| WHAT TO WORK ON |
Skip the pictures, please, and write out exactly the lines from the opening of the data through the line containing "function drawText(font, color, halo, rows, align".

##### TASK MATERIAL #####

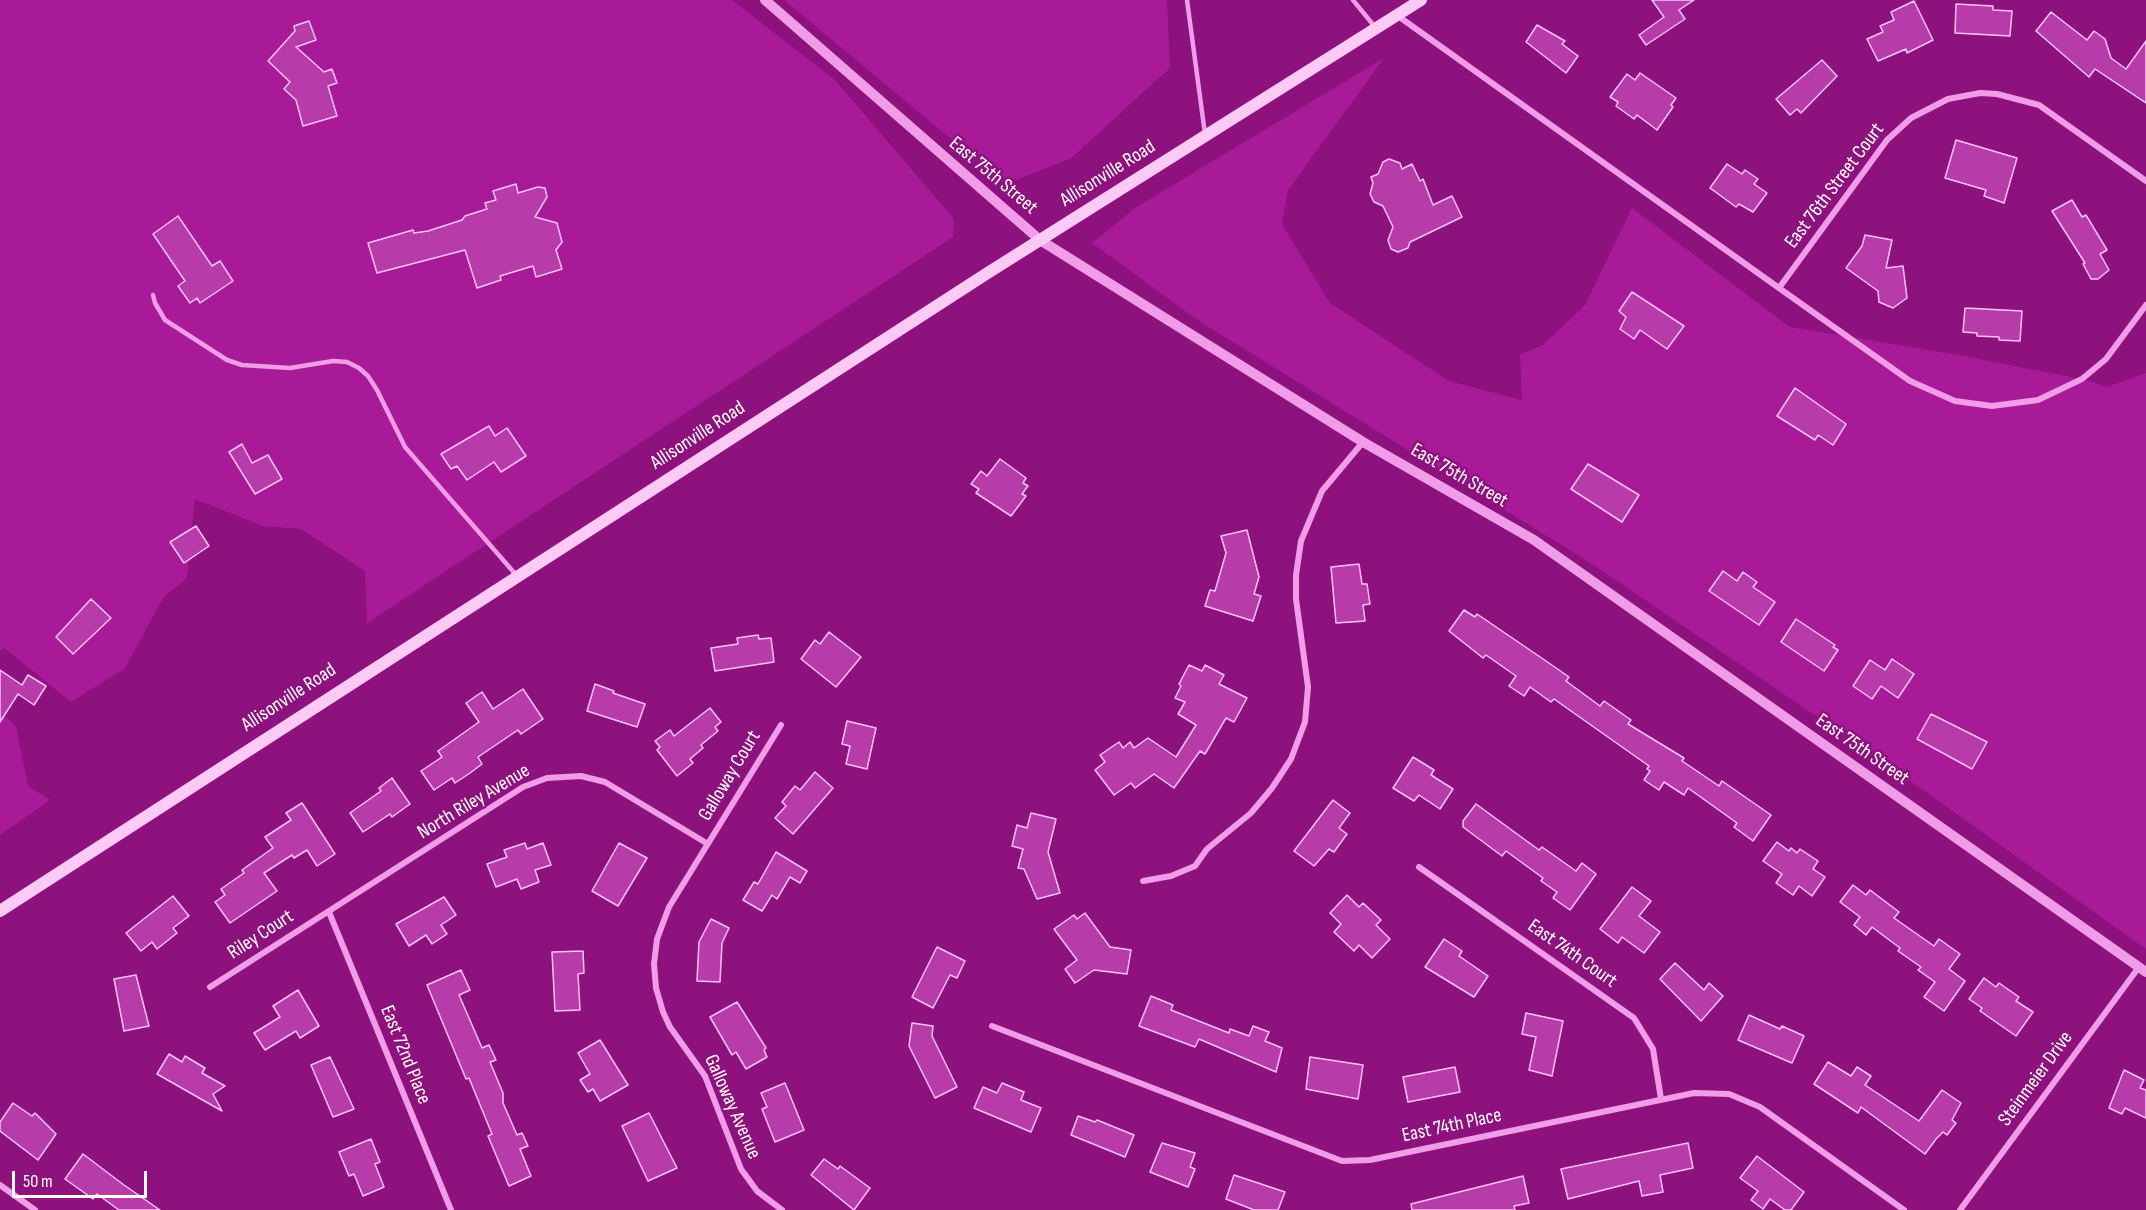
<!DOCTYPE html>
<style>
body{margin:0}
#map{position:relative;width:2146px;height:1210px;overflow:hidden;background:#8d127e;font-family:"Sofia Sans Condensed",sans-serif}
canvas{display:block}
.scale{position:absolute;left:12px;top:1171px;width:135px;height:27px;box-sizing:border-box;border:3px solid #fff;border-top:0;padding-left:8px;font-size:18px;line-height:21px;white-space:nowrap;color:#fff;-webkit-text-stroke:4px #8d127e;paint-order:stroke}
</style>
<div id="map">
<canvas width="2146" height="1210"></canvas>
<div class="scale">50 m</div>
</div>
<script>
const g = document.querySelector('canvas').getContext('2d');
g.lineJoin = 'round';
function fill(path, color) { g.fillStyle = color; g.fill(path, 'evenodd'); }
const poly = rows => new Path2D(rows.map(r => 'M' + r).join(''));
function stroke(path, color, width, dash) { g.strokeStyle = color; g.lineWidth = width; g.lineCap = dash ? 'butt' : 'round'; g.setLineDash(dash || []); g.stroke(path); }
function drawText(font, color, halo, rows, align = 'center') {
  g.font = font + ' "Sofia Sans Condensed",sans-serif'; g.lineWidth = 5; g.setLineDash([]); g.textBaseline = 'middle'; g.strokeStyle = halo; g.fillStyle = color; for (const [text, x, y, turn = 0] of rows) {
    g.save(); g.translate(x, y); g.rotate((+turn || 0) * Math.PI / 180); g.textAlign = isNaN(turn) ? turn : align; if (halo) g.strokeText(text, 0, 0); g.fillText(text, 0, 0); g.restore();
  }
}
fill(poly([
 [0,0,732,0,835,80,954,219,953,237,367,623,365,571,301,529,263,526,195,499,187,578,163,598,125,668,71,702,4,648,0,651],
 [784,0,1167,0,1170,68,1070,159,1005,184],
 [1384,58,1288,190,1282,224,1330,303,1449,381,1522,400,1520,354,1543,345,1585,305,1632,208,1790,327,1970,357,2091,381,2107,387,2146,373,2146,949,1881,760,1589,562,1199,321,1092,243,1135,208],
 [0,711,16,727,28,786,50,800,0,835]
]), '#a81a98');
const building = poly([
 [1652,0,1694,0,1679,10,1685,19,1646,45,1639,35,1664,17,1652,0],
 [1914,1,1933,40,1907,53,1906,49,1878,61,1867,39,1883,32,1880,26,1894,20,1891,12,1914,1],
 [1956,4,1993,6,1993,10,2012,11,2010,36,1955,33,1956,4],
 [2051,12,2087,40,2094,31,2105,39,2111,58,2126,69,2146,41,2146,103,2095,69,2089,77,2036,31,2051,12],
 [309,21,316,40,296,47,324,72,332,69,337,83,328,86,337,116,303,126,296,100,284,89,290,82,268,61,295,31,294,26,309,21],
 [1537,25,1565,41,1562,44,1578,56,1566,73,1526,42,1537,25],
 [1822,60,1837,76,1801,113,1797,109,1790,115,1776,99,1822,60],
 [1640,73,1676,98,1671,105,1673,107,1657,130,1637,115,1634,119,1616,106,1618,102,1610,97,1627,74,1635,80,1640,73],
 [1956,140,2017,158,2004,203,1984,196,1986,190,1945,178,1956,140],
 [1389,159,1400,163,1402,169,1412,164,1420,181,1423,179,1433,205,1452,196,1462,217,1410,242,1408,248,1398,252,1391,249,1388,240,1393,227,1383,206,1374,202,1370,194,1373,183,1371,177,1378,174,1383,162,1389,159],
 [1727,164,1742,174,1745,170,1758,179,1754,184,1767,193,1753,212,1739,204,1736,207,1710,188,1727,164],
 [516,184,518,193,538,187,545,188,547,197,535,217,557,223,562,242,556,250,562,269,536,277,533,266,500,276,501,280,477,288,465,250,377,273,368,243,413,230,414,233,428,231,462,220,465,216,487,209,485,203,496,200,493,191,516,184],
 [2072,200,2082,217,2086,215,2107,250,2100,254,2109,270,2098,279,2091,279,2083,264,2085,263,2052,211,2072,200],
 [178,216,212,266,220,261,233,281,200,303,197,298,190,303,178,286,185,281,153,234,178,216],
 [1865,235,1892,240,1886,268,1903,266,1907,298,1893,308,1879,302,1878,291,1846,268,1862,246,1865,235],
 [1632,292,1684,326,1667,349,1640,330,1634,339,1620,329,1626,317,1619,311,1632,292],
 [1965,308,2022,311,2020,341,1999,340,1999,337,1977,336,1977,333,1963,332,1965,308],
 [1795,388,1846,424,1833,445,1818,435,1815,440,1777,416,1795,388],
 [489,426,495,436,507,428,526,456,501,472,494,462,467,480,457,466,451,469,441,454,489,426],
 [242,444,252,463,268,455,282,479,255,494,229,452,242,444],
 [1000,459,1026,478,1023,483,1028,486,1022,494,1026,496,1011,516,976,493,979,489,971,484,981,471,987,476,1000,459],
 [1588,464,1639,495,1622,522,1571,489,1588,464],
 [196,526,209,546,184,563,170,542,196,526],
 [1247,530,1259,577,1254,594,1261,596,1253,621,1205,606,1210,590,1215,591,1226,553,1221,536,1247,530],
 [1359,564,1362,584,1367,584,1370,604,1363,605,1365,621,1336,623,1331,567,1359,564],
 [1723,571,1737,581,1743,572,1757,582,1753,587,1775,602,1759,625,1709,591,1723,571],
 [91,599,111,618,73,654,56,637,91,599],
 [1464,610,1475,617,1477,614,1546,661,1569,677,1566,681,1600,706,1604,701,1631,720,1628,724,1684,758,1682,761,1719,786,1722,781,1771,815,1753,841,1734,827,1737,823,1688,788,1684,795,1664,782,1659,790,1644,780,1650,771,1647,769,1649,766,1554,699,1551,702,1530,687,1524,696,1509,686,1516,676,1486,655,1483,658,1449,631,1464,610],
 [1796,619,1835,645,1833,647,1838,650,1824,671,1781,642,1796,619],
 [829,632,861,657,836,687,801,659,815,640,820,644,829,632],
 [758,635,759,639,771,638,774,662,715,671,711,648,738,644,737,638,758,635],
 [1892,659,1914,674,1898,698,1881,686,1872,699,1853,686,1870,660,1885,670,1892,659],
 [1189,665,1202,671,1205,665,1224,675,1219,684,1247,698,1234,722,1226,718,1205,754,1200,751,1174,788,1154,774,1135,788,1131,783,1114,795,1095,770,1105,762,1100,755,1119,742,1123,748,1130,742,1134,748,1148,738,1176,757,1196,725,1178,714,1185,702,1175,698,1181,686,1179,684,1189,665],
 [0,670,22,685,28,675,46,686,34,705,18,694,0,722,0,670],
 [595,684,614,691,613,693,645,704,637,727,587,711,595,684],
 [523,689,543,719,521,734,518,730,478,757,482,764,470,773,455,783,452,778,434,790,421,771,442,757,438,751,479,722,466,703,482,692,493,709,523,689],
 [710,708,721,722,715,727,718,731,701,745,703,748,690,759,693,763,677,776,657,750,660,747,655,741,670,730,674,736,710,708],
 [1931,714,1987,742,1972,769,1917,739,1931,714],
 [847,721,876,728,867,769,846,764,850,746,842,744,847,721],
 [1413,757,1434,770,1431,775,1453,789,1440,809,1419,795,1414,801,1393,788,1413,757],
 [815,772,833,788,793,834,775,818,786,806,782,802,795,786,800,790,815,772],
 [392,778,410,804,392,817,390,814,363,832,350,813,381,791,379,788,392,778],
 [1333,800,1350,813,1339,828,1347,834,1334,852,1329,849,1314,866,1294,851,1333,800],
 [302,803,335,854,317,866,307,850,294,858,292,855,264,873,277,891,230,923,215,902,225,895,221,889,244,873,242,870,273,848,265,837,291,820,286,813,302,803],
 [1476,804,1539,850,1542,847,1576,871,1582,863,1596,874,1570,910,1553,898,1557,892,1541,881,1543,878,1506,851,1502,856,1463,827,1463,821,1476,804],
 [1031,813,1056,819,1048,852,1060,893,1037,899,1024,869,1018,868,1023,849,1012,846,1017,825,1027,828,1031,813],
 [1777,842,1789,851,1791,848,1797,853,1800,849,1818,861,1813,869,1825,877,1812,896,1799,886,1793,895,1776,883,1782,874,1763,861,1777,842],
 [525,843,527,849,543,843,551,865,535,870,539,882,521,889,517,879,496,887,487,864,507,857,504,850,525,843],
 [619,843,647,858,618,906,592,891,619,843],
 [776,852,807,871,800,883,790,877,777,899,772,895,762,911,743,900,754,882,758,884,776,852],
 [1853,885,1866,895,1870,890,1899,912,1894,918,1934,946,1939,939,1960,954,1949,969,1965,981,1944,1011,1924,997,1935,982,1918,970,1921,967,1898,951,1900,948,1872,927,1866,935,1854,925,1860,917,1840,902,1853,885],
 [1632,887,1651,901,1639,916,1660,932,1644,953,1622,937,1618,943,1600,929,1632,887],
 [1347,895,1359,907,1363,903,1381,920,1376,925,1390,939,1372,958,1359,945,1354,951,1334,932,1341,924,1330,913,1347,895],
 [173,896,189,916,173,928,177,933,157,949,152,942,141,951,126,933,173,896],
 [444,897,456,915,441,925,447,934,432,944,426,935,409,946,396,924,444,897],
 [1085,913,1110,947,1131,950,1127,974,1094,970,1075,983,1065,969,1077,960,1054,929,1074,915,1077,919,1085,913],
 [711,919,729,928,722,943,720,982,697,981,699,942,711,919],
 [1444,939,1462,951,1459,956,1488,976,1474,997,1425,967,1444,939],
 [937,947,965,961,957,978,950,975,933,1008,912,997,937,947],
 [583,951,584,973,578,974,580,1010,555,1011,552,952,583,951],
 [1675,963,1704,990,1709,983,1723,996,1701,1021,1660,979,1675,963],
 [461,970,470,990,459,995,482,1048,489,1045,496,1060,490,1062,503,1093,503,1103,517,1135,522,1133,528,1146,520,1149,531,1176,509,1186,488,1136,492,1134,469,1078,466,1079,427,985,461,970],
 [136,975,149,1026,124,1031,114,979,136,975],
 [1984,978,1996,987,1999,983,2019,997,2016,1001,2033,1012,2016,1036,1980,1011,1982,1008,1969,999,1984,978],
 [298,990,319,1026,300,1038,296,1031,265,1050,254,1033,280,1017,273,1006,298,990],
 [1151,996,1173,1005,1171,1010,1229,1033,1230,1029,1249,1036,1253,1026,1269,1032,1265,1041,1282,1048,1276,1072,1199,1039,1195,1047,1139,1026,1151,996],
 [737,1002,766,1048,764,1050,767,1057,746,1069,736,1052,732,1055,710,1017,737,1002],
 [1526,1013,1563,1021,1552,1076,1529,1070,1536,1037,1522,1034,1526,1013],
 [1749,1015,1780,1029,1782,1026,1804,1036,1792,1063,1738,1040,1749,1015],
 [912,1023,933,1026,932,1036,957,1087,935,1098,909,1046,912,1023],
 [600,1040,628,1085,600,1101,593,1089,588,1092,580,1080,590,1074,578,1053,600,1040],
 [169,1054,182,1062,185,1056,205,1068,202,1073,225,1086,213,1094,222,1111,157,1074,169,1054],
 [330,1057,354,1109,333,1117,311,1065,330,1057],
 [1310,1057,1363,1065,1358,1099,1306,1089,1310,1057],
 [1828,1062,1851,1076,1857,1067,1871,1076,1865,1085,1919,1121,1942,1090,1961,1103,1952,1120,1956,1123,1947,1135,1943,1132,1936,1139,1925,1154,1861,1107,1858,1113,1814,1084,1828,1062],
 [1455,1067,1460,1092,1408,1102,1403,1077,1455,1067],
 [2124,1070,2144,1080,2140,1088,2146,1090,2146,1118,2125,1108,2122,1114,2109,1108,2124,1070],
 [785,1083,804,1130,775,1142,762,1109,767,1107,761,1093,785,1083],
 [1002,1083,1024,1092,1021,1100,1041,1108,1031,1132,974,1108,983,1087,997,1093,1002,1083],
 [13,1103,32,1116,35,1113,56,1134,38,1160,0,1131,0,1122,13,1103],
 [649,1113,677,1168,648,1181,622,1126,649,1113],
 [1078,1116,1095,1122,1097,1120,1134,1135,1125,1157,1071,1135,1078,1116],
 [371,1139,380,1162,375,1164,384,1187,363,1196,354,1174,349,1176,339,1152,371,1139],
 [1162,1143,1195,1153,1190,1167,1195,1169,1188,1187,1150,1172,1162,1143],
 [1688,1143,1693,1168,1660,1175,1663,1192,1642,1196,1639,1181,1568,1199,1561,1169,1688,1143],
 [83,1154,124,1185,160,1210,119,1210,97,1194,93,1199,65,1179,83,1154],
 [1757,1156,1804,1192,1791,1210,1785,1210,1770,1199,1763,1209,1751,1200,1758,1191,1740,1178,1757,1156],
 [824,1159,838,1169,840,1166,870,1188,854,1210,811,1175,824,1159],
 [1234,1175,1285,1192,1278,1210,1254,1210,1226,1199,1234,1175],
 [1523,1176,1529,1203,1514,1206,1515,1210,1412,1210,1411,1204,1523,1176]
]);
fill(building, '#b73ba8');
stroke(building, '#fcc3f6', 1.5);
stroke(poly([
 [1187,0,1205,134],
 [1353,0,1375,27],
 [153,295,155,303,165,320,227,360,242,365,290,368,333,361,347,362,359,368,368,376,377,390,405,447,517,576]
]), '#f19ce8', 4.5);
stroke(poly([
 [1398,16,1779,288],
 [2146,181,2039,105,1997,94,1980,93,1948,99,1911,118,1887,140,1779,288,1910,381,1955,401,1992,406,2038,400,2082,379,2106,359,2146,305],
 [781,725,669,907,657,939,654,964,656,988,663,1012,670,1027,705,1076,741,1169,757,1191,782,1210],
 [1419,867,1634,1018,1653,1049,1661,1099],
 [1143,881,1171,876,1195,866,1207,849,1251,813,1272,788,1291,759,1305,722,1308,687,1296,599,1296,575,1301,541,1322,491,1363,442],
 [329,912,451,1210],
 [210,987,523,787,547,778,581,776,605,782,708,844],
 [992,1026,1342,1161,1370,1160,1694,1093,1729,1094,1760,1107,1904,1210],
 [0,1185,35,1210],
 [1960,1210,2139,967]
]), '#f19ce8', 6);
stroke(poly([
 [765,0,1040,240,1363,442,1534,540,2146,972]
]), '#f19ce8', 10);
stroke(poly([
 [0,911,986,274,1421,0]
]), '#fccaf5', 12);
drawText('20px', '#fff', '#8d127e', [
 ["Allisonville Road",1108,174,-32],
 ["East 75th Street",993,176,40],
 ["East 76th Street Court",1835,186,-53],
 ["Allisonville Road",698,436,-33],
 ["East 75th Street",1459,476,30],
 ["Allisonville Road",289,698,-33],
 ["East 75th Street",1862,750,35],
 ["Galloway Court",730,776,-59],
 ["North Riley Avenue",474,802,-31],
 ["Riley Court",261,935,-33],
 ["East 74th Court",1572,954,35],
 ["East 72nd Place",405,1055,68],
 ["Steinmeier Drive",2036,1079,-54],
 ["Galloway Avenue",732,1107,66],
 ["East 74th Place",1452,1126,-12]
]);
</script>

#####

| FINAL ANSWER |
<!DOCTYPE html>
<style>
body{margin:0}
#map{position:relative;width:2146px;height:1210px;overflow:hidden;background:#8d127e;font-family:"Sofia Sans Condensed",sans-serif}
canvas{display:block}
.scale{position:absolute;left:12px;top:1171px;width:135px;height:27px;box-sizing:border-box;border:3px solid #fff;border-top:0;padding-left:8px;font-size:18px;line-height:21px;white-space:nowrap;color:#fff;-webkit-text-stroke:4px #8d127e;paint-order:stroke}
</style>
<div id="map">
<canvas width="2146" height="1210"></canvas>
<div class="scale">50 m</div>
</div>
<script>
const g = document.querySelector('canvas').getContext('2d');
g.lineJoin = 'round';
function fill(path, color) { g.fillStyle = color; g.fill(path, 'evenodd'); }
const poly = rows => new Path2D(rows.map(r => 'M' + r).join(''));
function stroke(path, color, width, dash) { g.strokeStyle = color; g.lineWidth = width; g.lineCap = dash ? 'butt' : 'round'; g.setLineDash(dash || []); g.stroke(path); }
function drawText(font, color, halo, rows, align = 'center') {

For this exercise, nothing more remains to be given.